_Exercise:_ State how many lines in the following entries hold the word "オランウータン". The reply is that number only.

Stored data
┌────────
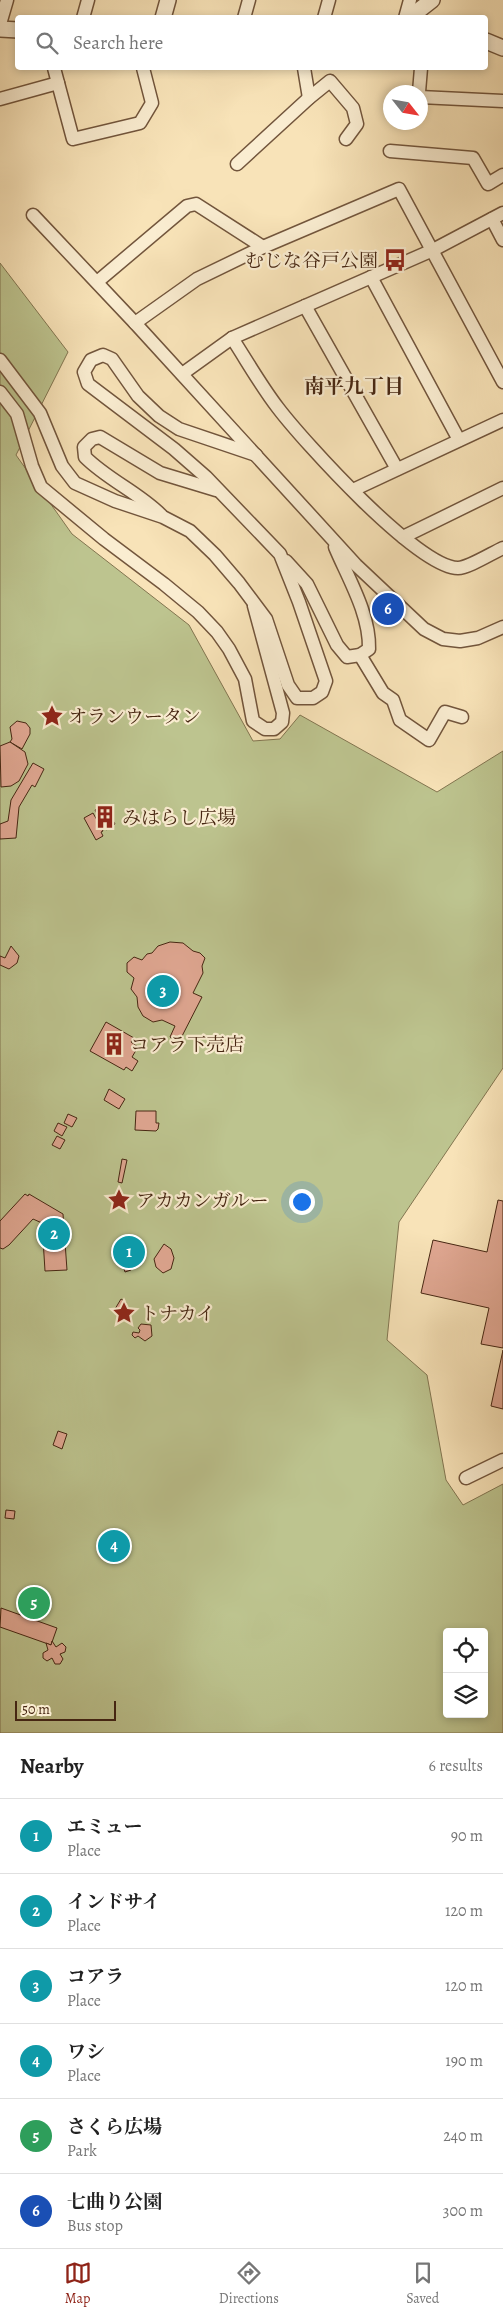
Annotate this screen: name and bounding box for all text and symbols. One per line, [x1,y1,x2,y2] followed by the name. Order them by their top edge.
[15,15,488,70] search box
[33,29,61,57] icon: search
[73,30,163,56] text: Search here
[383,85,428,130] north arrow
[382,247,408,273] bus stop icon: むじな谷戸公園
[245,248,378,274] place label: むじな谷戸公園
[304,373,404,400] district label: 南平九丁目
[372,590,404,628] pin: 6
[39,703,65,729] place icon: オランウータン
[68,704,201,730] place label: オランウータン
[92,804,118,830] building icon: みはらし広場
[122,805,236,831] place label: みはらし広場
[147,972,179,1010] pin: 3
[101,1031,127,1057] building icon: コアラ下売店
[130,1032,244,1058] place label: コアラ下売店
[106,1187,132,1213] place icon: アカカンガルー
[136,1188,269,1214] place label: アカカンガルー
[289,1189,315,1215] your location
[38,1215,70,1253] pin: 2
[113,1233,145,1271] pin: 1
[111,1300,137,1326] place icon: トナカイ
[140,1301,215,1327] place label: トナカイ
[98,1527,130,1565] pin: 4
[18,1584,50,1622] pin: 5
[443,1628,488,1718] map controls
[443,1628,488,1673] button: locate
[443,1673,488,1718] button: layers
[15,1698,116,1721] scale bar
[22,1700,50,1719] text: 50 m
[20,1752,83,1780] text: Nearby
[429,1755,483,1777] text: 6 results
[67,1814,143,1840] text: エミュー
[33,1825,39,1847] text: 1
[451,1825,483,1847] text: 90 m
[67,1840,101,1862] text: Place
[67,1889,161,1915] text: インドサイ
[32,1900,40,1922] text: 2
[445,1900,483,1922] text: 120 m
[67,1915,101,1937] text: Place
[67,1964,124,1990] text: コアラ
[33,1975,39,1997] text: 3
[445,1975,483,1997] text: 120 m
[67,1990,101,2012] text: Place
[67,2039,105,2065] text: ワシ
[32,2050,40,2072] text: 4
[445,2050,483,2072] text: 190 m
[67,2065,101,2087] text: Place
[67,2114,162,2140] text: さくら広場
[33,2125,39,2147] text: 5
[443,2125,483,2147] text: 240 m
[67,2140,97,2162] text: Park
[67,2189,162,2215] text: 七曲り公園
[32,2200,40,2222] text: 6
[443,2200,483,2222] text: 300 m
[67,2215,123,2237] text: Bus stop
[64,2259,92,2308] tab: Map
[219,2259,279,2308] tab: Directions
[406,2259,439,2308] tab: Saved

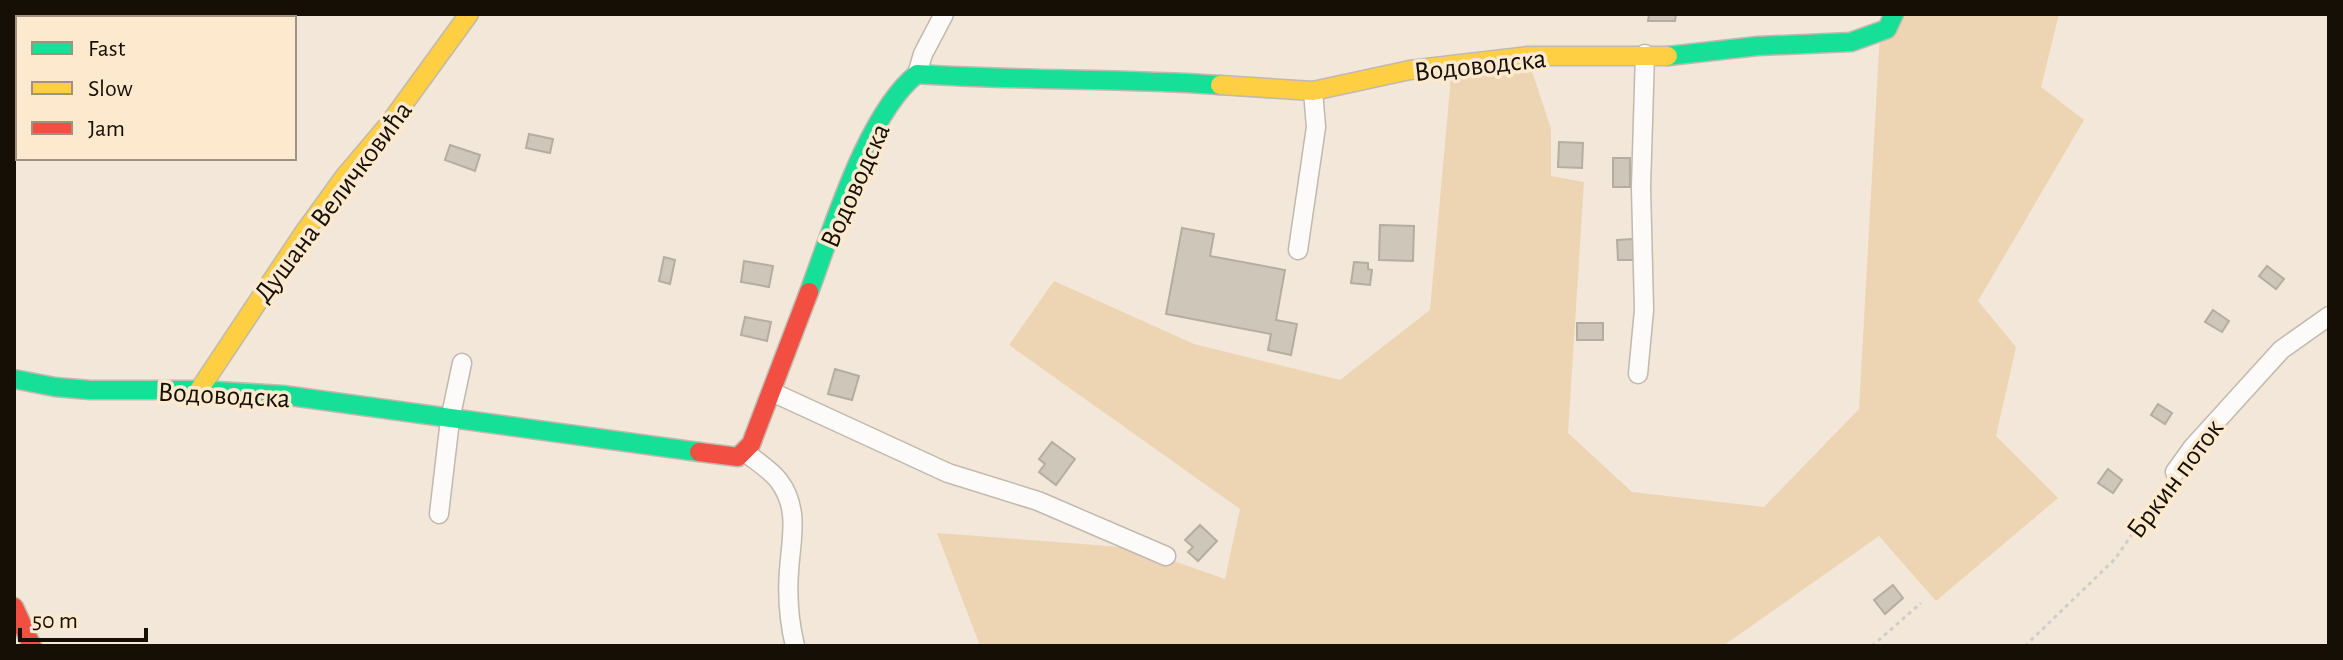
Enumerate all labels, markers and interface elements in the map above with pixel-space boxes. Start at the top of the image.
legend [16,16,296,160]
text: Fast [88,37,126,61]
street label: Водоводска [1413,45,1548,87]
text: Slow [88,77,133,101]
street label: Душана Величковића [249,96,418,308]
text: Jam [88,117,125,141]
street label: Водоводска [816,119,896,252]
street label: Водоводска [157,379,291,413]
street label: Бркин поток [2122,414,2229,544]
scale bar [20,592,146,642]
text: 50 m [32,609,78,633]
└────────
_Reply to the exercise:_ 2